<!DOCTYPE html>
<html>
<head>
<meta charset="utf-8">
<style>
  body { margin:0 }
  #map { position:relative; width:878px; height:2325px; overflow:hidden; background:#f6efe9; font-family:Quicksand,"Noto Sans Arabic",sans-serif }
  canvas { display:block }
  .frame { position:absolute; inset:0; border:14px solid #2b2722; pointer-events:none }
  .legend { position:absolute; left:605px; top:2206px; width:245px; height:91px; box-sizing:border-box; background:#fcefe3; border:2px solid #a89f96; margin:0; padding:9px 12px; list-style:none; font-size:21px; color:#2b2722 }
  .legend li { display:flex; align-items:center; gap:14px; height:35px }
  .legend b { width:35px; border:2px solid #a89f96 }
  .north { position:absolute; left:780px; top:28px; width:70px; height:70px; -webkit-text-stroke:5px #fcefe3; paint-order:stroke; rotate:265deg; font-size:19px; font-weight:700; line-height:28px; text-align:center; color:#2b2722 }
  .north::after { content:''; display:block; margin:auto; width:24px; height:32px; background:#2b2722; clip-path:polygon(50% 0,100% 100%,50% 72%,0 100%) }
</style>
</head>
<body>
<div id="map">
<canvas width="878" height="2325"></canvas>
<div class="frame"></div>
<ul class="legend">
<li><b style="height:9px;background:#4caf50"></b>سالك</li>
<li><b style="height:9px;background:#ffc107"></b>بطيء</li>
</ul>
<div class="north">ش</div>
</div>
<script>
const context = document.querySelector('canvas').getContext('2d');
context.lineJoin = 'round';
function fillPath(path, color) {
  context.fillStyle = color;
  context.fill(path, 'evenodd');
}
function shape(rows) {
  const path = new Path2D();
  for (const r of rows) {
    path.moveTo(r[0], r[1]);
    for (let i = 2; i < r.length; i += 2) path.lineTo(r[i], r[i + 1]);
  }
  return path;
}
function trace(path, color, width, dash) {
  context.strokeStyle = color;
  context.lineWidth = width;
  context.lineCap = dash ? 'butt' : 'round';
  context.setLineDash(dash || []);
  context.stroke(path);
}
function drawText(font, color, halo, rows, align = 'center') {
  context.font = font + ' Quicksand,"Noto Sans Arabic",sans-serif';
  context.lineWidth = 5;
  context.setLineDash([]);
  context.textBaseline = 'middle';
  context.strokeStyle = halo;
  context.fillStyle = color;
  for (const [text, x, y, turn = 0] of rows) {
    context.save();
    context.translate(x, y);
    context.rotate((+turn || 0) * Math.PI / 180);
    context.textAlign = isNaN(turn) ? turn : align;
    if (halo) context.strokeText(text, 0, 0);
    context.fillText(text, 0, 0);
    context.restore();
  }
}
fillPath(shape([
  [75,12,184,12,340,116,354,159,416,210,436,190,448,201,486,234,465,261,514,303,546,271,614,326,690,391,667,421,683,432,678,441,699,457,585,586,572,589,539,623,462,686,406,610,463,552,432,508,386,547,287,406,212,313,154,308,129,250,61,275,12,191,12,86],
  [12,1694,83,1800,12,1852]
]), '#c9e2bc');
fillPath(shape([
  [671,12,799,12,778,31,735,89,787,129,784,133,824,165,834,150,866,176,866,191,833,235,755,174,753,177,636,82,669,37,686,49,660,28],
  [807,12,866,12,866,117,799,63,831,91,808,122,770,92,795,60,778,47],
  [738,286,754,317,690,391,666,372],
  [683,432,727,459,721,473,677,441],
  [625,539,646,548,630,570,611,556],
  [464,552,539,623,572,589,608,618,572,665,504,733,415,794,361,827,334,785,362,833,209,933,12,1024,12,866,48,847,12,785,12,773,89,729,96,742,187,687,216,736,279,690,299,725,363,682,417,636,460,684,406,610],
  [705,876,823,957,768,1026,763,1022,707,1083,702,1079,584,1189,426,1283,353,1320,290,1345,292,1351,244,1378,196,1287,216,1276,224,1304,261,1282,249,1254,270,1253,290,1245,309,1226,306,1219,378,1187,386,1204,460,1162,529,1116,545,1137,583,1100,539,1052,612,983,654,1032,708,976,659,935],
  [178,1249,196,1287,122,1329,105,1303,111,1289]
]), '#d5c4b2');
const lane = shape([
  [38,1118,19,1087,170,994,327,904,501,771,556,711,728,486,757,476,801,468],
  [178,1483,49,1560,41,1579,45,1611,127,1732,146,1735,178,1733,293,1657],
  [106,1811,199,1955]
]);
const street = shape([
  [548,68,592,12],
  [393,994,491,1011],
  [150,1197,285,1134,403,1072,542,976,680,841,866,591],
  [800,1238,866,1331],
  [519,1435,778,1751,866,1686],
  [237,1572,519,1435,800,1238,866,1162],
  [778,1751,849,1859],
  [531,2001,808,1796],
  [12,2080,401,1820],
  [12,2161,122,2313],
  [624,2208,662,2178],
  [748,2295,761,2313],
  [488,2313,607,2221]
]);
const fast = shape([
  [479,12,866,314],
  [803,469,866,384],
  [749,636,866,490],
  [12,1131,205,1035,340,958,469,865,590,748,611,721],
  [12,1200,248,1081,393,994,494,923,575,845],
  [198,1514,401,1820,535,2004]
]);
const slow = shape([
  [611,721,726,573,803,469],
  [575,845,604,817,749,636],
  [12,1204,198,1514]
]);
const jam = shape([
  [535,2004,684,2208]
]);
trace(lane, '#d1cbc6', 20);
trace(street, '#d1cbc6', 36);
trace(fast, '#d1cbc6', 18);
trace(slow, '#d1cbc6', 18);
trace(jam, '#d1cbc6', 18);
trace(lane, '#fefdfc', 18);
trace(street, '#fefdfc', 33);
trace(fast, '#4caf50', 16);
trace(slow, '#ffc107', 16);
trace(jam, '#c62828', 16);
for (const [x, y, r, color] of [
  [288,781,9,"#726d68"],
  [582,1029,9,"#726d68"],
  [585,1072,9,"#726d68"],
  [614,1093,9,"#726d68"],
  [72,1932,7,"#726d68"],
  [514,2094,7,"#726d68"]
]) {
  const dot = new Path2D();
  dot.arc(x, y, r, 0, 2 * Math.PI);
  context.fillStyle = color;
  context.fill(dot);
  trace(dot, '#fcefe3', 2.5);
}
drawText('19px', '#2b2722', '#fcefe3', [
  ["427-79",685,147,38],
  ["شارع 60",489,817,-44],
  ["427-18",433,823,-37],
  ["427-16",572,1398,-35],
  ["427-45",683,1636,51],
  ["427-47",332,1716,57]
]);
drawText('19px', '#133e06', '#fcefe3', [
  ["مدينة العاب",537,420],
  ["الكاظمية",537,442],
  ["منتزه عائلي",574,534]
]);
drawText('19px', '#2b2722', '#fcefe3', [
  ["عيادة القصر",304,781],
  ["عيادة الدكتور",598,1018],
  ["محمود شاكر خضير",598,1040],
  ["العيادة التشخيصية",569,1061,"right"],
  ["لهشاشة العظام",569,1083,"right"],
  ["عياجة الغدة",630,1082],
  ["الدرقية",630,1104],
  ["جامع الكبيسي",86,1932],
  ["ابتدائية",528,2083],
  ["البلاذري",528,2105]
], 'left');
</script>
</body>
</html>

■ ■ ■ ■ ■

■ Required work
Check each line of the material above for "halo" and say how many lines contain it, giving the number alone.

■ Task response
3